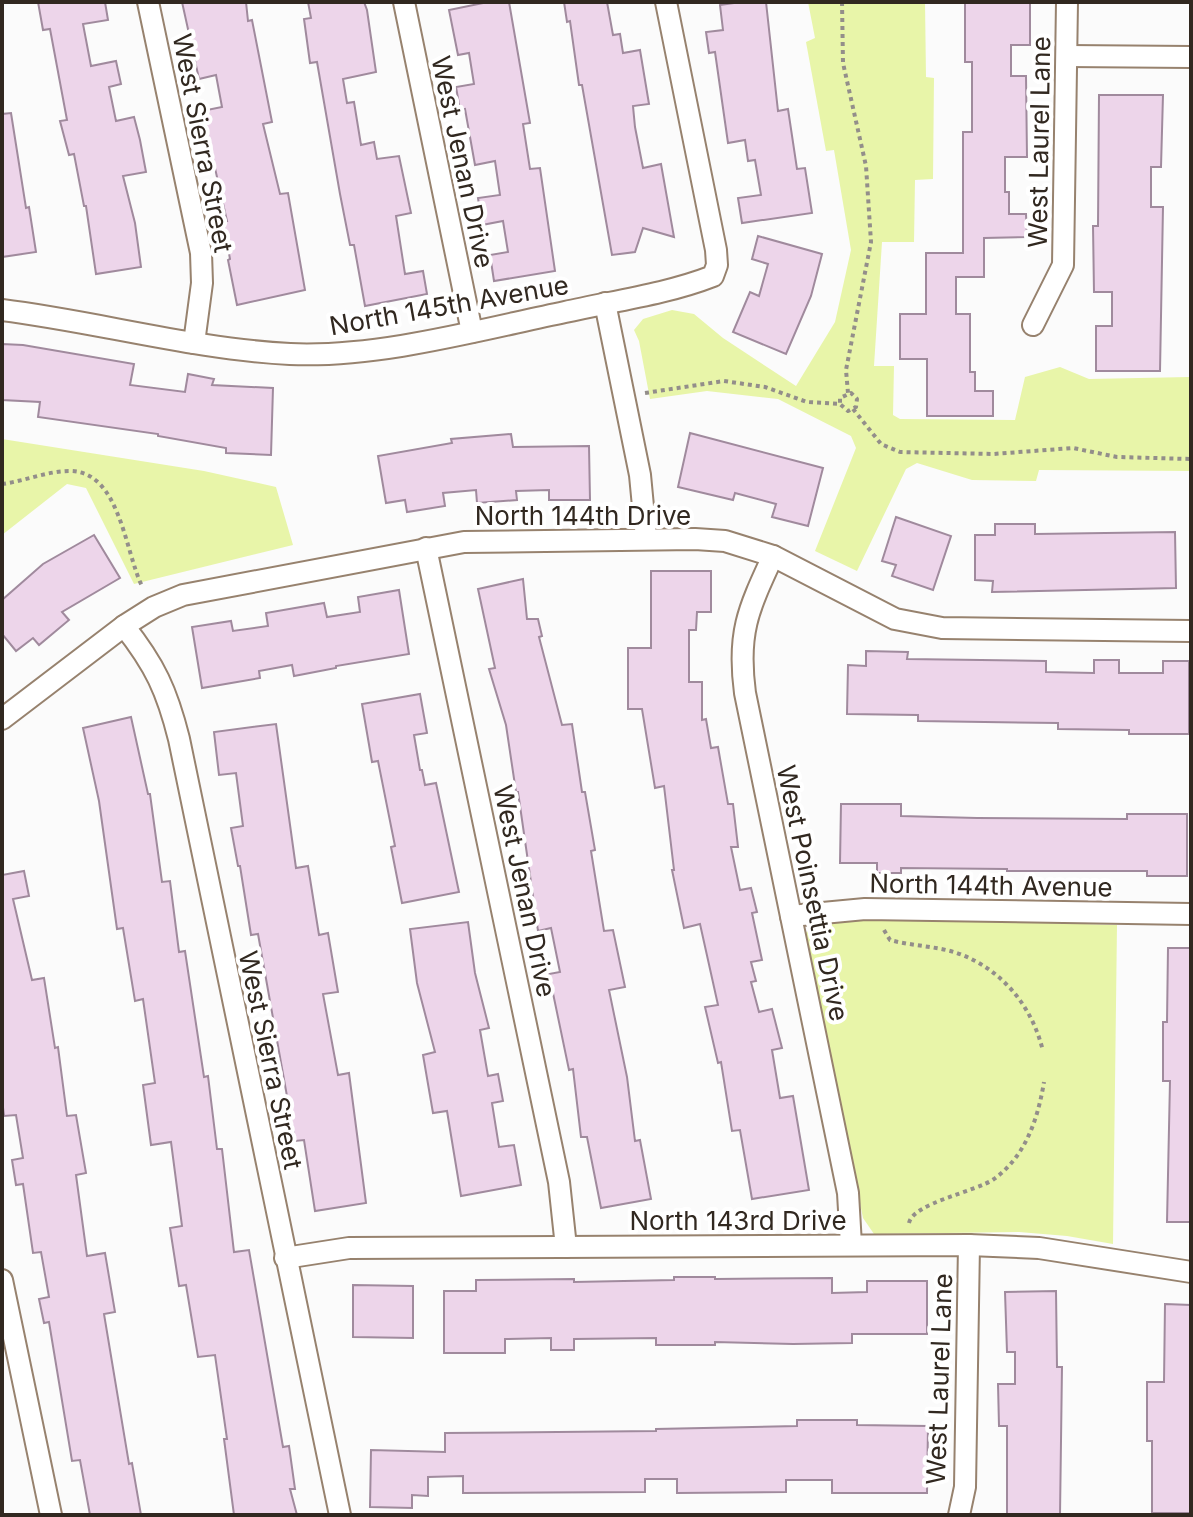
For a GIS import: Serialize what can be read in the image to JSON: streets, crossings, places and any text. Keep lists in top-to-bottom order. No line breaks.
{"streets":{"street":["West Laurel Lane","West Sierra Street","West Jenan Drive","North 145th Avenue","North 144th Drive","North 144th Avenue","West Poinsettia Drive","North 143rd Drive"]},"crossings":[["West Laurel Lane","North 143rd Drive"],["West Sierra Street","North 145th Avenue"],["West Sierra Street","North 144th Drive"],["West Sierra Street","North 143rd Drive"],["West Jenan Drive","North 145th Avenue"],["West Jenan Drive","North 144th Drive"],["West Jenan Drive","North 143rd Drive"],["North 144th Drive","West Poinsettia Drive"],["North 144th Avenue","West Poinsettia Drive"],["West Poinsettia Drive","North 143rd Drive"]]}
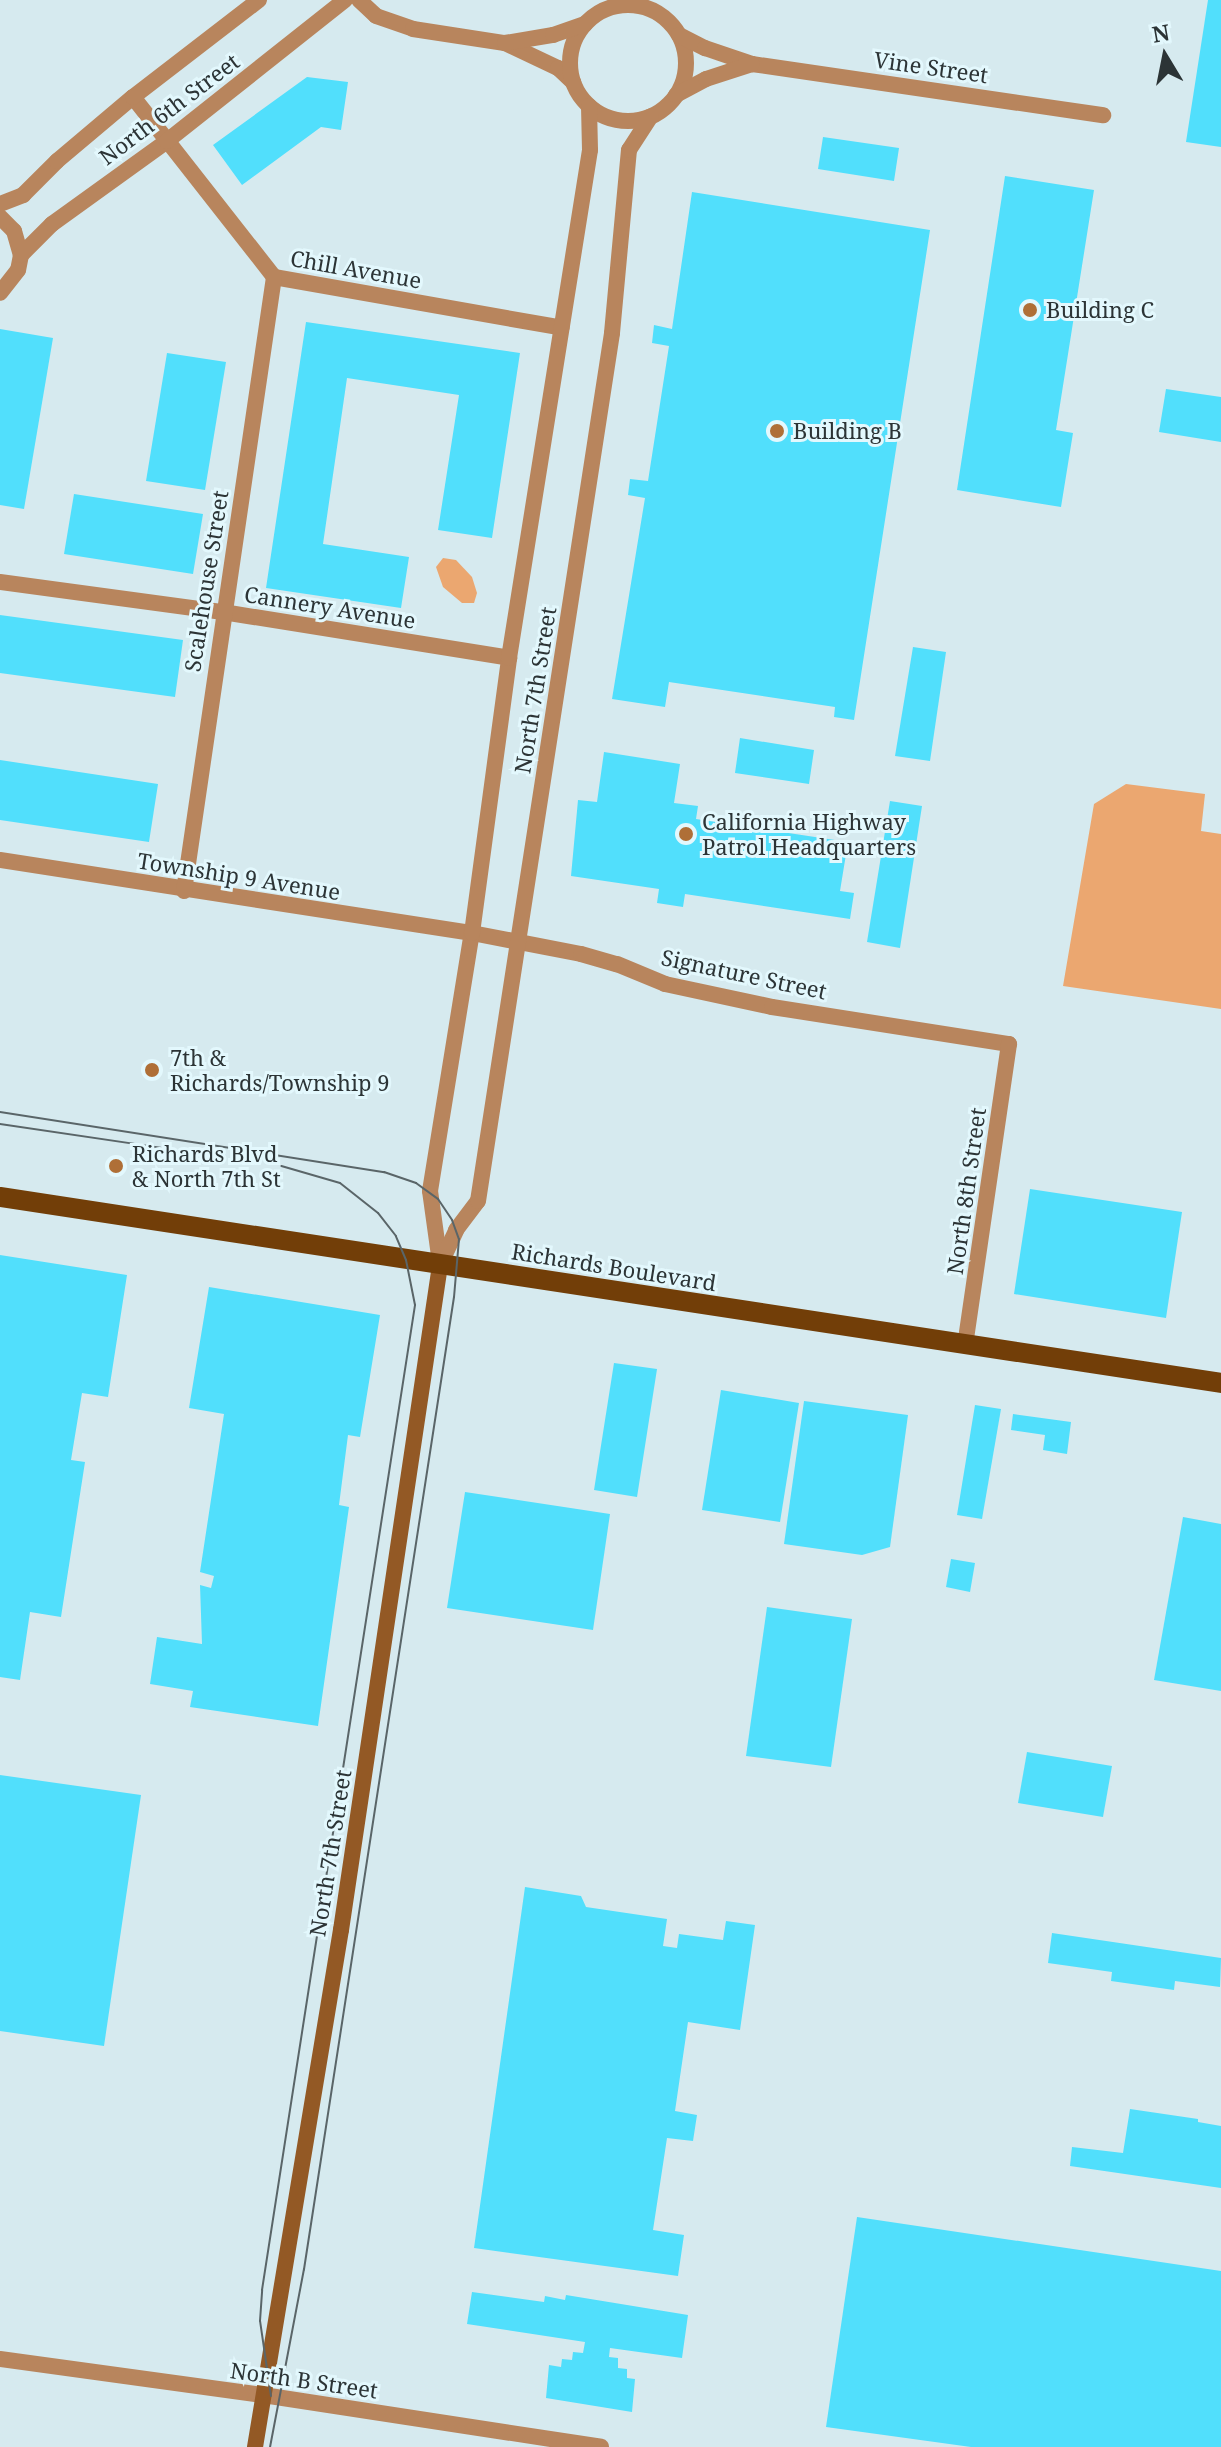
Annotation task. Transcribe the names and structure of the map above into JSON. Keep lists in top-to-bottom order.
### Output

= = =

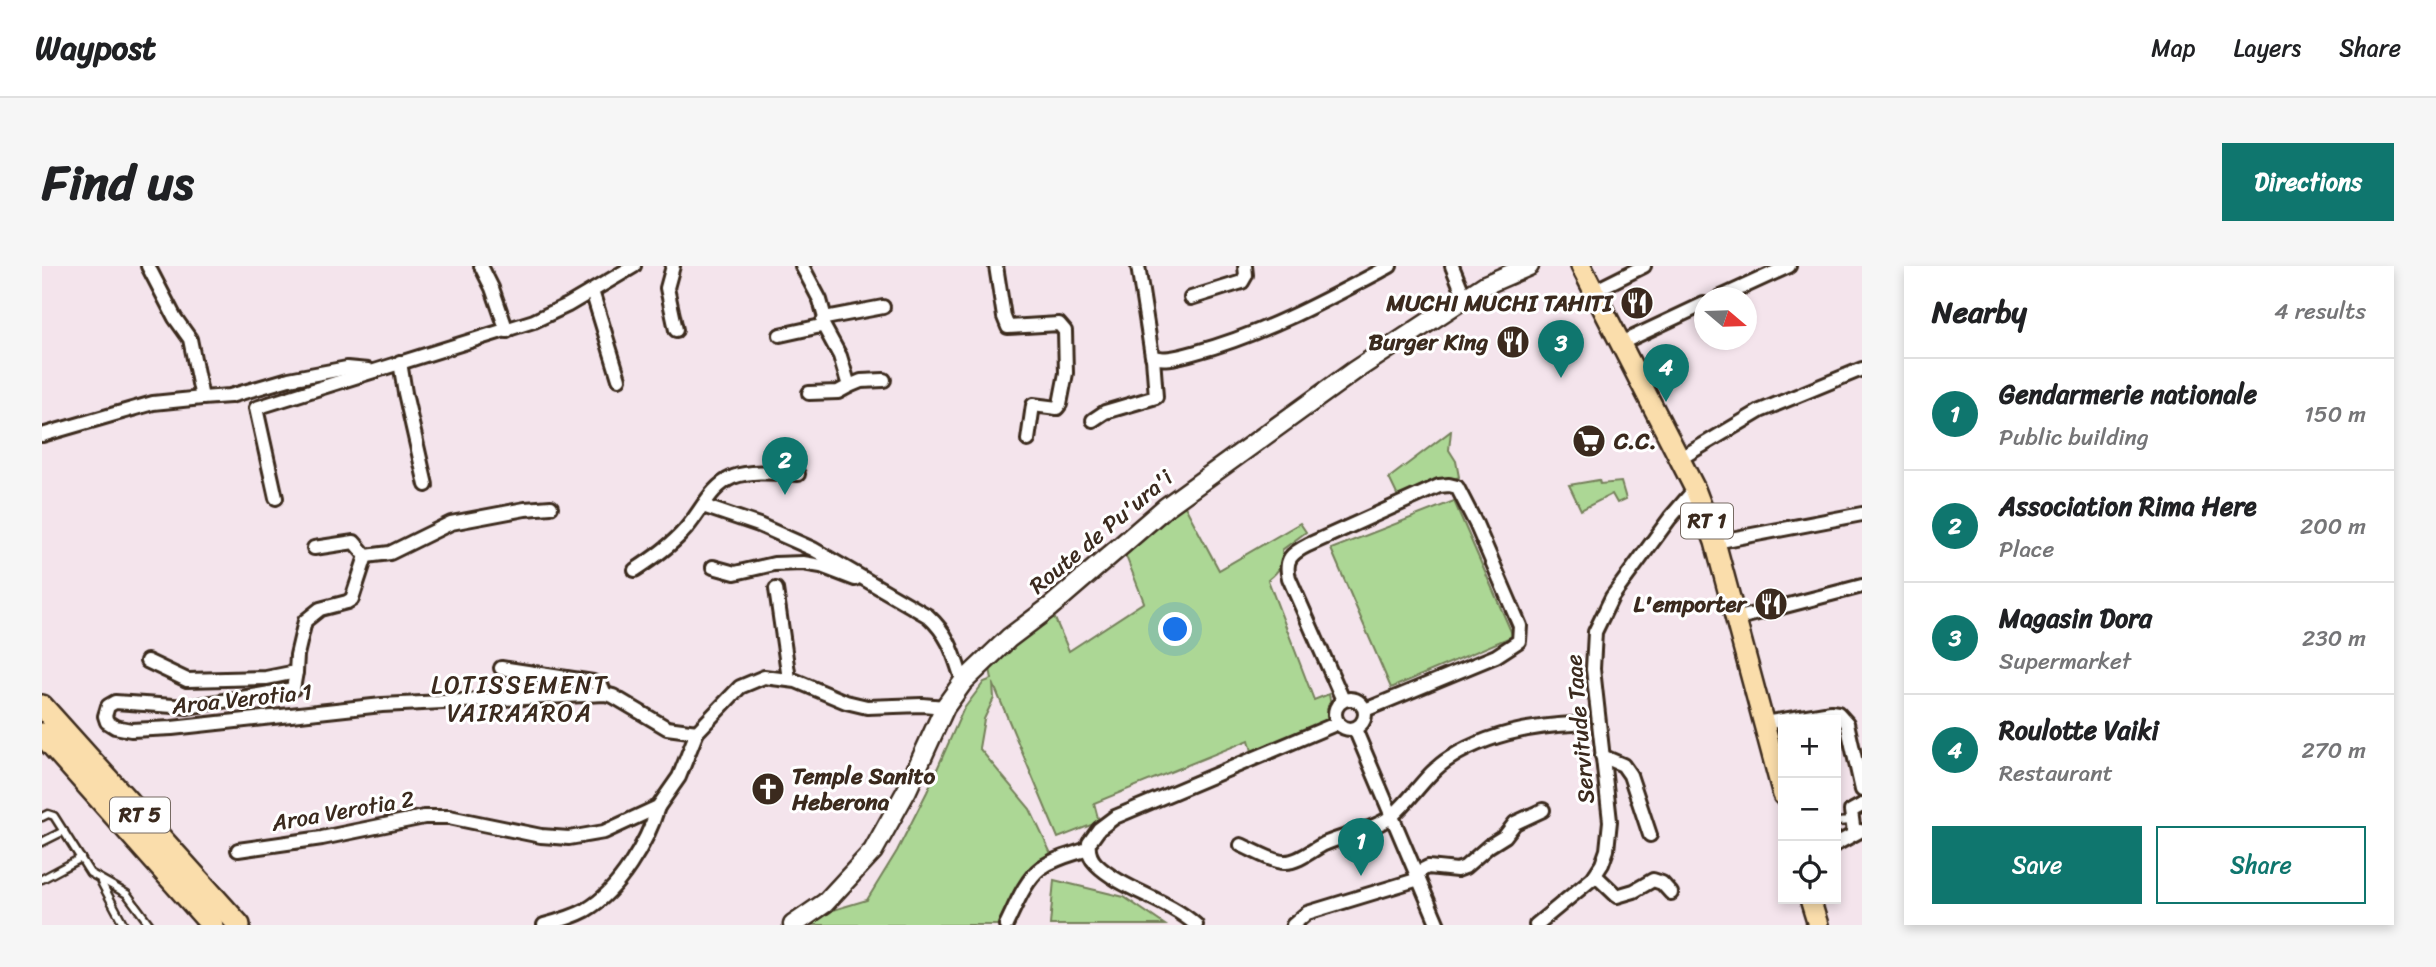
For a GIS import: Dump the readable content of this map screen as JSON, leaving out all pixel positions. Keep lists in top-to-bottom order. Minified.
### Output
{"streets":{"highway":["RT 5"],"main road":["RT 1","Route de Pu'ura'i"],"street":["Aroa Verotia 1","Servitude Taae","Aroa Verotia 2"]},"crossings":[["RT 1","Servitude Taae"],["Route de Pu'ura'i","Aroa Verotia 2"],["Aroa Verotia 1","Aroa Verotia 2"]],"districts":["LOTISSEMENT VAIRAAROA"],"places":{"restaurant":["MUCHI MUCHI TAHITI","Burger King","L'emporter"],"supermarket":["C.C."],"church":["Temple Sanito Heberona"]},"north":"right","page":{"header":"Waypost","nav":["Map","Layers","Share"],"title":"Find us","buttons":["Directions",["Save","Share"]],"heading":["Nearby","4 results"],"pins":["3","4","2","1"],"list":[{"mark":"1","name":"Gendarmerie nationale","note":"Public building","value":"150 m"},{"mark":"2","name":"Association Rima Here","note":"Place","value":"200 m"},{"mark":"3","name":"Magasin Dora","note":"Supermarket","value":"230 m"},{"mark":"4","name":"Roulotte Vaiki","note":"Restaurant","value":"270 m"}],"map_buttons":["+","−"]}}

= = =

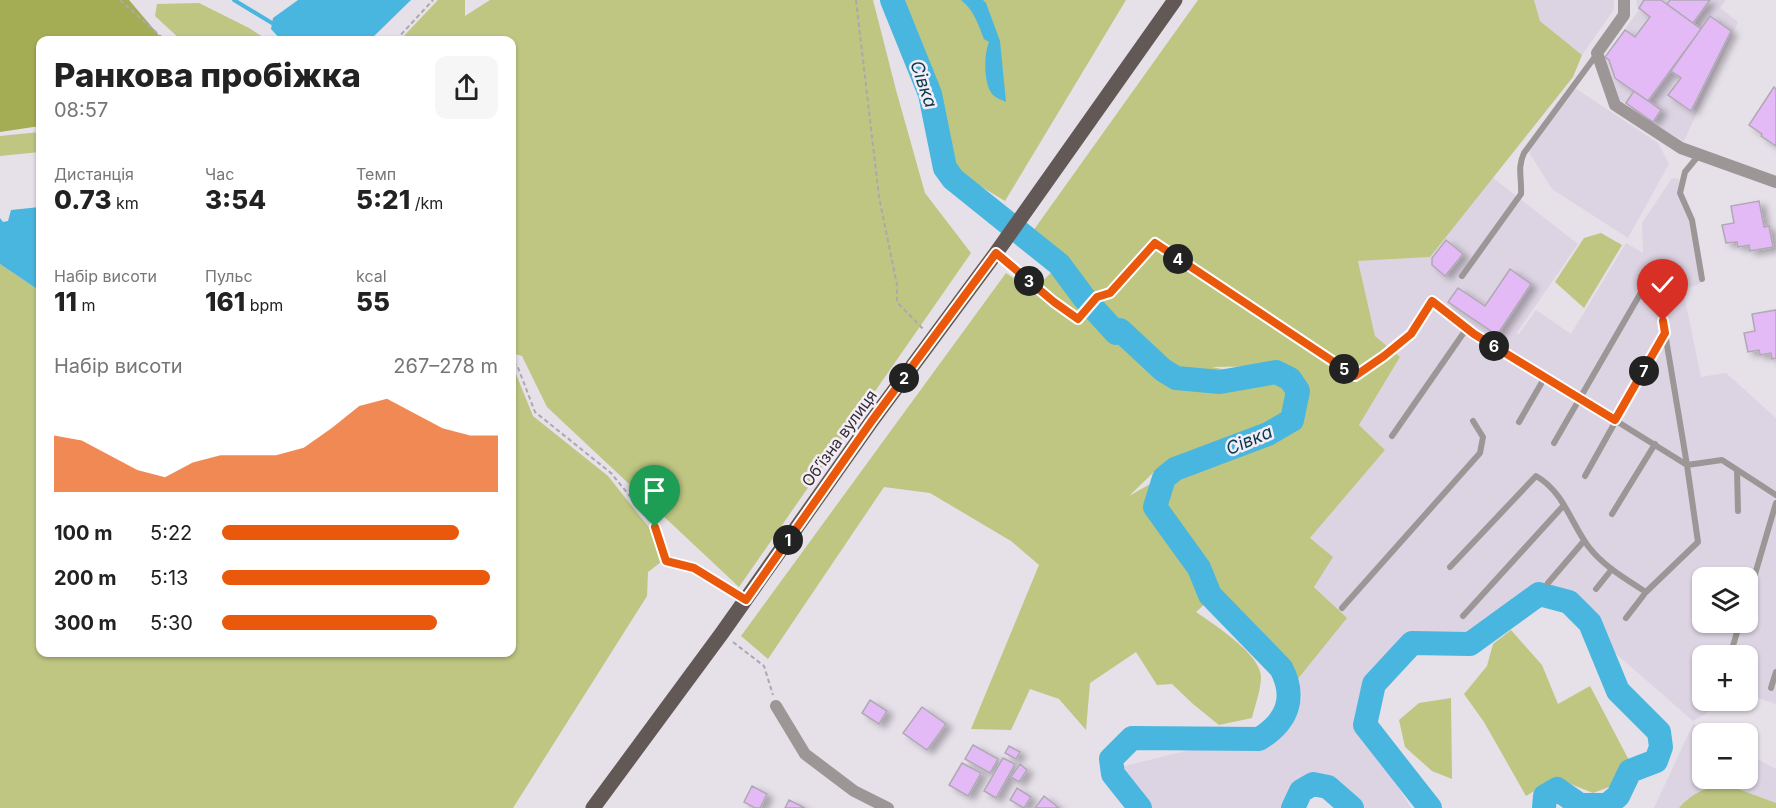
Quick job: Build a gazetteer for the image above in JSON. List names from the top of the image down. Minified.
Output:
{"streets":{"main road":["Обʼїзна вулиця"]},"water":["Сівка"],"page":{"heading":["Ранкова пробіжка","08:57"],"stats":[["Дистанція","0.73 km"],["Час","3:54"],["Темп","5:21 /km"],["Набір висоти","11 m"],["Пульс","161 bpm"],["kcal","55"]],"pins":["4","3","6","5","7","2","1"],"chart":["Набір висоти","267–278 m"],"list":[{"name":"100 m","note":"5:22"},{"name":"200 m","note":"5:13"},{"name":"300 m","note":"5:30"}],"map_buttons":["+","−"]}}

= = =

Each line in the records that carries "names" must be copied out.

Annotation task. Transcribe the names and structure of the map above into JSON. Keep lists in top-to-bottom order.
Quick job: Build a gazetteer for the image above in JSON. List names from the top of the image down. Minified.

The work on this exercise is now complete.